Başarılar Yağızer Uluğ
O dört kupalı sezonda Ergin Ataman'ın yardımcısı Yağızer Uluğ idi. Malum nedenlerle Galatasaray'a transferleri birlikte gerçekleşti. Ataman nasıl Aydın Örs'ten ayrılma vakti geldiğinde kendi ayakları üzerinde durmayı başardıysa, Beşiktaş Sompo Japan'ın yeni koçu Yağızer Uluğ da bundan sonra bunu başaracaktır. Ataman'ın yokluğunda “2. adam” değilde başantrenör olarak çıktığı maçlarda Türk basketbolunun kaliteli bir koç daha kazandığını hep beraber görmüştük. Peki ya Henrik Dettmann?

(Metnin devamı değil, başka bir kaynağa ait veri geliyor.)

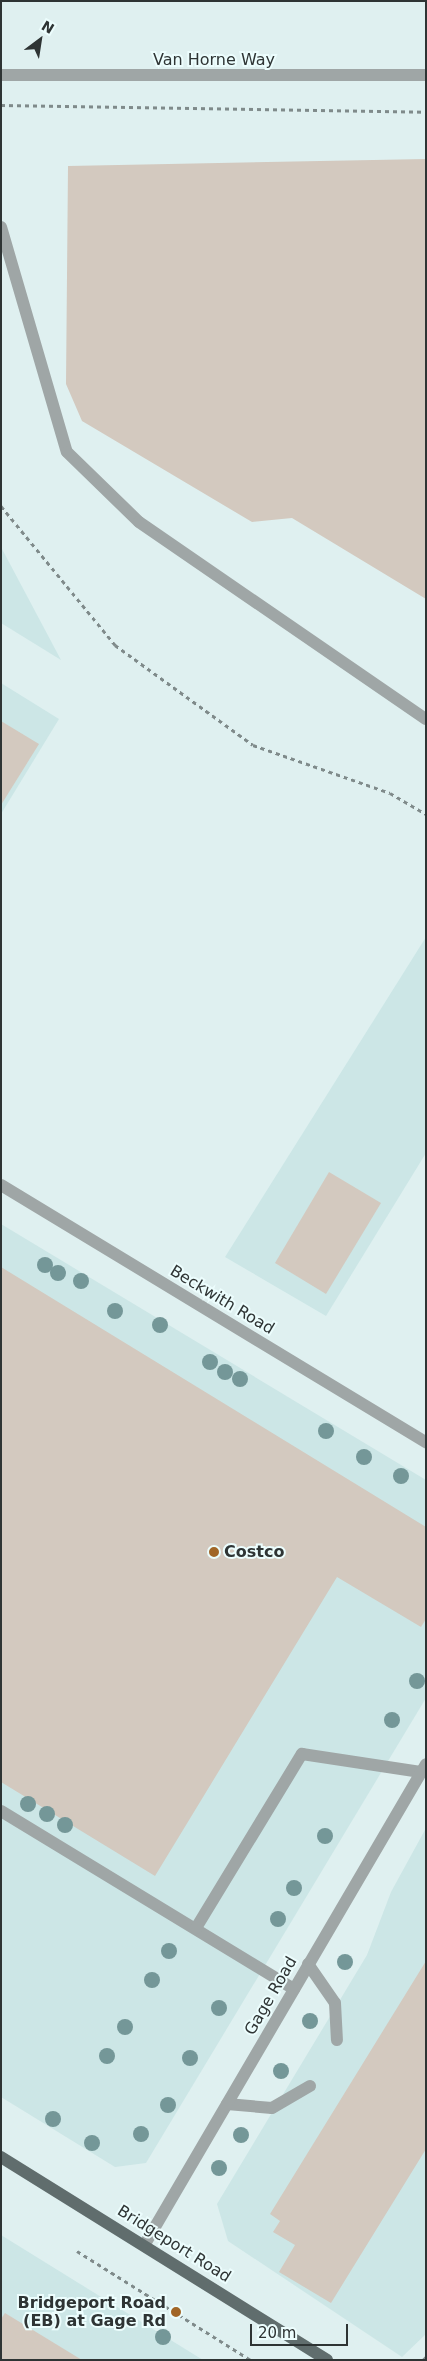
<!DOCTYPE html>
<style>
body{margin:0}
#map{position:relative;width:427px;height:2361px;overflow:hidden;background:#dff0f0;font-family:"DejaVu Sans",sans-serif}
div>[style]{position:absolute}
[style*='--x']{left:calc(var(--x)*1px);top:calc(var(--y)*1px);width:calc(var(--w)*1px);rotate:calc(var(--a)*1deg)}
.built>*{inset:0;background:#cce6e6}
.building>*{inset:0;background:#d3c9bf}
.path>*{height:3px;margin-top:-1.5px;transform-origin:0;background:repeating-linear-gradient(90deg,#7f8a8a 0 4px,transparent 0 8px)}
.service>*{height:12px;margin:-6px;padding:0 6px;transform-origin:6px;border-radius:6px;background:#9fa6a6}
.minor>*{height:12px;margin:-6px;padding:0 6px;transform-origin:6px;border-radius:6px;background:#9fa6a6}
.tertiary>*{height:12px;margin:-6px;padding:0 6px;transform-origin:6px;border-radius:6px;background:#9fa6a6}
.primary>*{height:12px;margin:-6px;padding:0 6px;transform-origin:6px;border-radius:6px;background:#606d6d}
.trees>*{width:16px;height:16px;margin:-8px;border-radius:50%;background:#749798}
.dots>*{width:14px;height:14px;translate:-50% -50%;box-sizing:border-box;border:2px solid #ecfdfd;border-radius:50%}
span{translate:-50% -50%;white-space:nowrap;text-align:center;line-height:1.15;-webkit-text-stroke:4px #ecfdfd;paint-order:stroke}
.street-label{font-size:16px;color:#2e3434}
.poi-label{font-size:16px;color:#2e3434;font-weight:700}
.left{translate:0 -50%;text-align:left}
.right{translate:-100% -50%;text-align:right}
.frame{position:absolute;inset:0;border:2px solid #2e3434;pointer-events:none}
.north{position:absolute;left:15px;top:15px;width:50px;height:50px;-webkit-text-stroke:4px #ecfdfd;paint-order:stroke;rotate:31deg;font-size:14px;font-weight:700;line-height:20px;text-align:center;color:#2e3434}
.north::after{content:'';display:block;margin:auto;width:18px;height:22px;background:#2e3434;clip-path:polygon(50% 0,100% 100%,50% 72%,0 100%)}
.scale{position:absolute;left:250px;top:2324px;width:98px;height:22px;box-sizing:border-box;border:2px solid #2e3434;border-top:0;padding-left:6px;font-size:15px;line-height:18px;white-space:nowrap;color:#2e3434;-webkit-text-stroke:4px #ecfdfd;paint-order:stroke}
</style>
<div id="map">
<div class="built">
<div style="clip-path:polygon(1px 547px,61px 660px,1px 623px)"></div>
<div style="clip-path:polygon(1px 683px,59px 719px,1px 814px)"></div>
<div style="clip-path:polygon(426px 937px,426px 1153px,326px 1316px,225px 1257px)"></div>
<div style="clip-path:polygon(1px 1224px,426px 1480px,426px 1698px,146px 2163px,115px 2167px,1px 2097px)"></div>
<div style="clip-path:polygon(426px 1828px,426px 2334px,402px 2357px,228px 2241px,217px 2204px,367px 1955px,391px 1892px)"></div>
<div style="clip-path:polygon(1px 2235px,203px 2360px,1px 2360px)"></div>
</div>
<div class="building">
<div style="clip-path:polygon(426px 159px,426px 599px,292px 518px,252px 522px,82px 421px,66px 384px,68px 166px)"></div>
<div style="clip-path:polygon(1px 721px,39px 744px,1px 805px)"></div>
<div style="clip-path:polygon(329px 1172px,381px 1203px,326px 1294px,275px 1263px)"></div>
<div style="clip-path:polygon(1px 1267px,426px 1527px,426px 1619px,421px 1627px,337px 1577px,155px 1876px,1px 1782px)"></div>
<div style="clip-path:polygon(426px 1961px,426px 2149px,331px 2303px,279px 2272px,295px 2245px,273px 2232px,280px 2221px,270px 2214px)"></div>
<div style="clip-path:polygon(5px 2313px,82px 2360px,1px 2360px,1px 2319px)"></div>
</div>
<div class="path">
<div style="--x:1;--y:105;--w:425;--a:0.9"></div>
<div style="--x:1;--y:506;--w:180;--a:50.6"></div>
<div style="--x:115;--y:645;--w:170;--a:35.9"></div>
<div style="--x:253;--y:745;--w:145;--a:19.3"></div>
<div style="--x:390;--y:793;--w:42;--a:30.3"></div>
<div style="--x:77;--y:2251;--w:205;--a:32.1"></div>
<div style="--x:423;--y:2360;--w:4;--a:-45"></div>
</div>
<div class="service">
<div style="--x:1;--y:227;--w:234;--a:73.7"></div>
<div style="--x:67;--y:452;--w:100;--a:44.2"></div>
<div style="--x:139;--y:522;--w:348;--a:34.5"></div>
<div style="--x:1;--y:1811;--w:343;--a:31.3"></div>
<div style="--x:196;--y:1928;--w:204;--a:-58.7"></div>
<div style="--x:302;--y:1754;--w:120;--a:8.6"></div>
<div style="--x:308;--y:1964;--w:47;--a:55.3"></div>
<div style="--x:335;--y:2003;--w:37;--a:87"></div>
<div style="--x:227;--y:2104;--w:45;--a:5.1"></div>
<div style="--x:272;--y:2108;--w:44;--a:-30.1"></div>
</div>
<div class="minor">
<div style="--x:1;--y:1185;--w:497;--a:31.2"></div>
<div style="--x:145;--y:2244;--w:556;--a:-59.65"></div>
</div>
<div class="tertiary">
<div style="--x:1;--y:75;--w:425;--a:0"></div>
</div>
<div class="primary">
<div style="--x:1;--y:2157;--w:384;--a:31.9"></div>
</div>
<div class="trees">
<div style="left:45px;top:1265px"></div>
<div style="left:58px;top:1273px"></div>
<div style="left:81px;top:1281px"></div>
<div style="left:115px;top:1311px"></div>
<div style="left:160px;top:1325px"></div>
<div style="left:210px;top:1362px"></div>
<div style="left:225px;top:1372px"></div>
<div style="left:240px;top:1379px"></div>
<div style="left:326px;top:1431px"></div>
<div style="left:364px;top:1457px"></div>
<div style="left:401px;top:1476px"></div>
<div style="left:417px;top:1681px"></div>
<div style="left:392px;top:1720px"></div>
<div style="left:28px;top:1804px"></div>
<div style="left:47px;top:1814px"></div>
<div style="left:65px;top:1825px"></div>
<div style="left:325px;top:1836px"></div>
<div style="left:294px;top:1888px"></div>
<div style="left:278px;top:1919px"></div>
<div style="left:169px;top:1951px"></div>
<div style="left:345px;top:1962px"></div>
<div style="left:152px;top:1980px"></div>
<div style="left:219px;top:2008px"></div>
<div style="left:310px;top:2021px"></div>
<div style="left:125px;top:2027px"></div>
<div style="left:107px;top:2056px"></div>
<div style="left:190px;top:2058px"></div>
<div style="left:281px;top:2071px"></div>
<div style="left:168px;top:2105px"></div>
<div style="left:53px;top:2119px"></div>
<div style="left:141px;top:2134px"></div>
<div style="left:241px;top:2135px"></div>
<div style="left:92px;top:2143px"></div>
<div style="left:219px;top:2168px"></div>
<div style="left:163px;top:2337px"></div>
</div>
<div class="dots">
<div style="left:214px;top:1552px;background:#a16627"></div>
<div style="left:176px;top:2312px;background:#a16627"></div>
</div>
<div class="street-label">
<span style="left:214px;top:60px">Van Horne Way</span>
<span style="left:222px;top:1300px;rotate:31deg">Beckwith Road</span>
<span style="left:271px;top:1996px;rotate:-60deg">Gage Road</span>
<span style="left:174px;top:2244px;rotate:32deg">Bridgeport Road</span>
</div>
<div class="poi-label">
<span class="left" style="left:224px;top:1552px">Costco</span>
<span class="right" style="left:166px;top:2312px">Bridgeport Road<br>(EB) at Gage Rd</span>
</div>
<div class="frame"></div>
<div class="north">N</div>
<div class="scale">20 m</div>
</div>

Beşiktaş'ı play-off'a sokamadı diye eleştiriliyor, Avtodor maçında takımın 107 sayı yemesi filan deniyor... Ryan Broekhoff'u takımda tutamayanların, sayı makinesi diye D.J. Seeley'i transfer edenlerin, kronik sakat Lamont Hamilton'a kontrat verenlerin hiç mi kabahati yoktu bu sıkıntılı başlangıçta? Neyse, yol yakınken dönüldü diyelim ve Yağızer Uluğ'a başarılar dileyelim.